De ahora en adelante no diré carajo: diré Svalbard; y a menos que se estudie geografía nadie sabrá que lo estoy mandando al lugar más al norte del mundo, a unas islitas noruegas del Ártico donde los osos polares superan a la gente y donde, por supuesto, Schenguen no es nada, porque si fuera un acuerdo para circular libremente por la Unión no se parecería tanto al mismísimo carajo o al lugar de acogida que prevén los verdes noruegos para los inmigrantes.
Les han caído del cielo, ya no de Siria, Afganistán, Serbia, Iraq… y hasta hablan de puestos de trabajo, ahora que la minería del carbón despide a varios de los menos de 3 000 habitantes. Puede que sea este, sin embargo, un gesto muy humanitario de los noruegos y yo lo comprenda menos que su idioma. Puede… pero del mismo modo que no esperaba mansiones de Oslo, no imaginaba un paisaje tan templado y desolador para gente que se resiste a morir de un tiro, de hambre o de miedo.

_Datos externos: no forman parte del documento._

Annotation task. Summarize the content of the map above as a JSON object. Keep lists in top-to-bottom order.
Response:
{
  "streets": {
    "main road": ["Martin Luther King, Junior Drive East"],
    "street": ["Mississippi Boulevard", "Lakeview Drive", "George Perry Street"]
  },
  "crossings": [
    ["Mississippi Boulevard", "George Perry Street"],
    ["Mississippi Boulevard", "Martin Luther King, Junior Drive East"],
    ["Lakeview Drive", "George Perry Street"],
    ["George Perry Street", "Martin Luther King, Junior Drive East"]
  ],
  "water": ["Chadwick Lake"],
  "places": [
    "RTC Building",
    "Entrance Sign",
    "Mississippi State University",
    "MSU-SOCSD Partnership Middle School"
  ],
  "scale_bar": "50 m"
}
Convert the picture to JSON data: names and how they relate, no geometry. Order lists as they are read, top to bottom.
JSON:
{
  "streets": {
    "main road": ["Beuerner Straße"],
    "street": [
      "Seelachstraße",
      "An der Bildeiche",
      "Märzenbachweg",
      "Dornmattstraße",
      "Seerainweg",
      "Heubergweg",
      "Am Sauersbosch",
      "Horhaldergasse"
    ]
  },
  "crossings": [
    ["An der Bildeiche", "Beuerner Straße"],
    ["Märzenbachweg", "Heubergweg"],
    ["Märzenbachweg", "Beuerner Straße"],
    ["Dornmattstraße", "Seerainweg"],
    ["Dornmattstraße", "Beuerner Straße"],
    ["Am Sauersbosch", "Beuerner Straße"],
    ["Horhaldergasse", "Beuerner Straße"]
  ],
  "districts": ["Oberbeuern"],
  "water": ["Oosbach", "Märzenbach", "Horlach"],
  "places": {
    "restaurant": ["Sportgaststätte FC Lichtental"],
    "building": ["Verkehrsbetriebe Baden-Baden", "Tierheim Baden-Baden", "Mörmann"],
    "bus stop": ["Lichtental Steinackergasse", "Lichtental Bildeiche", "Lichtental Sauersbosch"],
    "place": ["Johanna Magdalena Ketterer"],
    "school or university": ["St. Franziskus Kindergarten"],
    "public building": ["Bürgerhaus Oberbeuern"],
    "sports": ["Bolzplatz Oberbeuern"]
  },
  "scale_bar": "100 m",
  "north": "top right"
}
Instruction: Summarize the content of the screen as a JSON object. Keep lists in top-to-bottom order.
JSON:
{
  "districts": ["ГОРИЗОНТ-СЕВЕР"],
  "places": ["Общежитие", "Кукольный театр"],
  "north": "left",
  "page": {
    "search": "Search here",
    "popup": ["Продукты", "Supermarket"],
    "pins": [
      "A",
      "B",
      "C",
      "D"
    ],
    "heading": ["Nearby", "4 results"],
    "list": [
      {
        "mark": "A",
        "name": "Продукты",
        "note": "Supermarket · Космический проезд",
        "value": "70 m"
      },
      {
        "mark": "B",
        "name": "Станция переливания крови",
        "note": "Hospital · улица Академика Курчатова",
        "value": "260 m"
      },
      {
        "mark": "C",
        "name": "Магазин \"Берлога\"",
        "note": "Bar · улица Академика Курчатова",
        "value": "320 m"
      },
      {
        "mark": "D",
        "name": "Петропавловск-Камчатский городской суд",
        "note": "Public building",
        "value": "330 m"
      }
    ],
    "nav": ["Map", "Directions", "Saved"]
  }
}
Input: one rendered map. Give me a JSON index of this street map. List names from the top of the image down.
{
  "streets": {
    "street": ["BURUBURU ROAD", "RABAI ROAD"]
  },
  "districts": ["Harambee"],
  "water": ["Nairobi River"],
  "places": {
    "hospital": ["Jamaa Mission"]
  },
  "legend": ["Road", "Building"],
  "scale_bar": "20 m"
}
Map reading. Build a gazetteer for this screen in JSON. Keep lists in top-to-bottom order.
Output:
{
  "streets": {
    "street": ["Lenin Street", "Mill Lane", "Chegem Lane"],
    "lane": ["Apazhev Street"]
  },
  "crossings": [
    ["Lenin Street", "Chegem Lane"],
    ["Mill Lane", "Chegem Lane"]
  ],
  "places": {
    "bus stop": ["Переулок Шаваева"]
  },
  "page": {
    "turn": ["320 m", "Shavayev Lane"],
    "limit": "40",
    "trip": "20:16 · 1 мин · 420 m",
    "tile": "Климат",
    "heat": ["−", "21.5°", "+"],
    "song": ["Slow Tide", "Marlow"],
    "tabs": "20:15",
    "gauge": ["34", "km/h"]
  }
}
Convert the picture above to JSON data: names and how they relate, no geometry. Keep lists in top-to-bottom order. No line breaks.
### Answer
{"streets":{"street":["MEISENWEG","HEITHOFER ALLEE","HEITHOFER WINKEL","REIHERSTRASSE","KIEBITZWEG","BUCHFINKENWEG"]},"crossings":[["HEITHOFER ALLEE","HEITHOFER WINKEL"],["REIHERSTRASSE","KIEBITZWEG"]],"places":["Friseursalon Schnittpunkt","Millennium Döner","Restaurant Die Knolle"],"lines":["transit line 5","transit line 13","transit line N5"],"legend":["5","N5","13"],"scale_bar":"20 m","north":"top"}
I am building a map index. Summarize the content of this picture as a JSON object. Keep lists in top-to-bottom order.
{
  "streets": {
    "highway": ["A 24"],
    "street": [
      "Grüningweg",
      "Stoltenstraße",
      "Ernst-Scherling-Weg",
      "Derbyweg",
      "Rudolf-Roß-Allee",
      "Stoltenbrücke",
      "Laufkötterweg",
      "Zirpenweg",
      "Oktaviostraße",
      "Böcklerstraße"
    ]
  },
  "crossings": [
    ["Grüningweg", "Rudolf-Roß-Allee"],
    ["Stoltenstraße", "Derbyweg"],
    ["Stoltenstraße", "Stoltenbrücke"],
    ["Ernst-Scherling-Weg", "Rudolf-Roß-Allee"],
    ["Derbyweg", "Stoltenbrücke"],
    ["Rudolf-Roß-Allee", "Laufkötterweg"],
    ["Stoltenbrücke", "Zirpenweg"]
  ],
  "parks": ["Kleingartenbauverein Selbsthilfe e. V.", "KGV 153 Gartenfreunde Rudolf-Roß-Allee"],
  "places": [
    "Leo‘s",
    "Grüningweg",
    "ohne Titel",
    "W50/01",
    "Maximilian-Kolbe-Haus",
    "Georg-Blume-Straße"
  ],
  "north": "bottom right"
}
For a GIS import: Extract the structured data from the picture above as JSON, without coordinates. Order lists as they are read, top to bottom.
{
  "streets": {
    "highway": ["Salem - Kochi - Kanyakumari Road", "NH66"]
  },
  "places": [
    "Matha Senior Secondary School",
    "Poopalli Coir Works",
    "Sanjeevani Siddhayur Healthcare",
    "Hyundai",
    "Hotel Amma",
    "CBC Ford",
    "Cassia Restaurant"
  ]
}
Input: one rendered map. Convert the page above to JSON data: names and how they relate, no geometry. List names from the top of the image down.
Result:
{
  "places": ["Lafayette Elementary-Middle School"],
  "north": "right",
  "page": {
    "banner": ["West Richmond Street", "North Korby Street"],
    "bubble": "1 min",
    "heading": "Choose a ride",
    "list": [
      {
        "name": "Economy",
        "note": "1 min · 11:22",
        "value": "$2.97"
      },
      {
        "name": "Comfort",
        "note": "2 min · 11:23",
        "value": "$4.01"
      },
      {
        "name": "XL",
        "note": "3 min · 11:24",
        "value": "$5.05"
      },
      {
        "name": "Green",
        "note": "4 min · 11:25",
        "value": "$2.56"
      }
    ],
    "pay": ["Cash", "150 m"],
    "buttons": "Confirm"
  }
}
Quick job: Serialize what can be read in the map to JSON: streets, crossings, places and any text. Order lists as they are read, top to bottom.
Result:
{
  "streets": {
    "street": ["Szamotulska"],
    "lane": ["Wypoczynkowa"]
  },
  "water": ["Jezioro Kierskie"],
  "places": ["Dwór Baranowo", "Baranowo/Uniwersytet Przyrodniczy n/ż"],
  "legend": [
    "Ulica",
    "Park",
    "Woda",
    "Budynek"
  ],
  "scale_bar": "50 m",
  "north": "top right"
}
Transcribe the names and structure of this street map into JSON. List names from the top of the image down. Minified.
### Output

Con esa lógica noruega el mundo podría “aniquilar”, de paso, dos inconvenientes. Así, mientras se “deshace” de los millones de desplazados va reservándoles un sitio conveniente: se me ocurre que talen madera en Siberia, que pesquen en Alaska y construyan turísticos iglús para si alguien quiere embadurnarse de aceite y hacerse el esquimal. O que los conduzcan a islitas remotas de nombres que solo aparecen en los mapas y les coloquen algunos botes, por si un día se aburren y se las dan de malagradecidos.
Y lo más triste es que, quizás, miles y miles de inmigrantes terminen agradeciéndole a los escandinavos su diplomático eufemismo, la disimulada y primermundista manera de cagarse en el mundo y mandarlos al carajo, o sea, a Svalbard.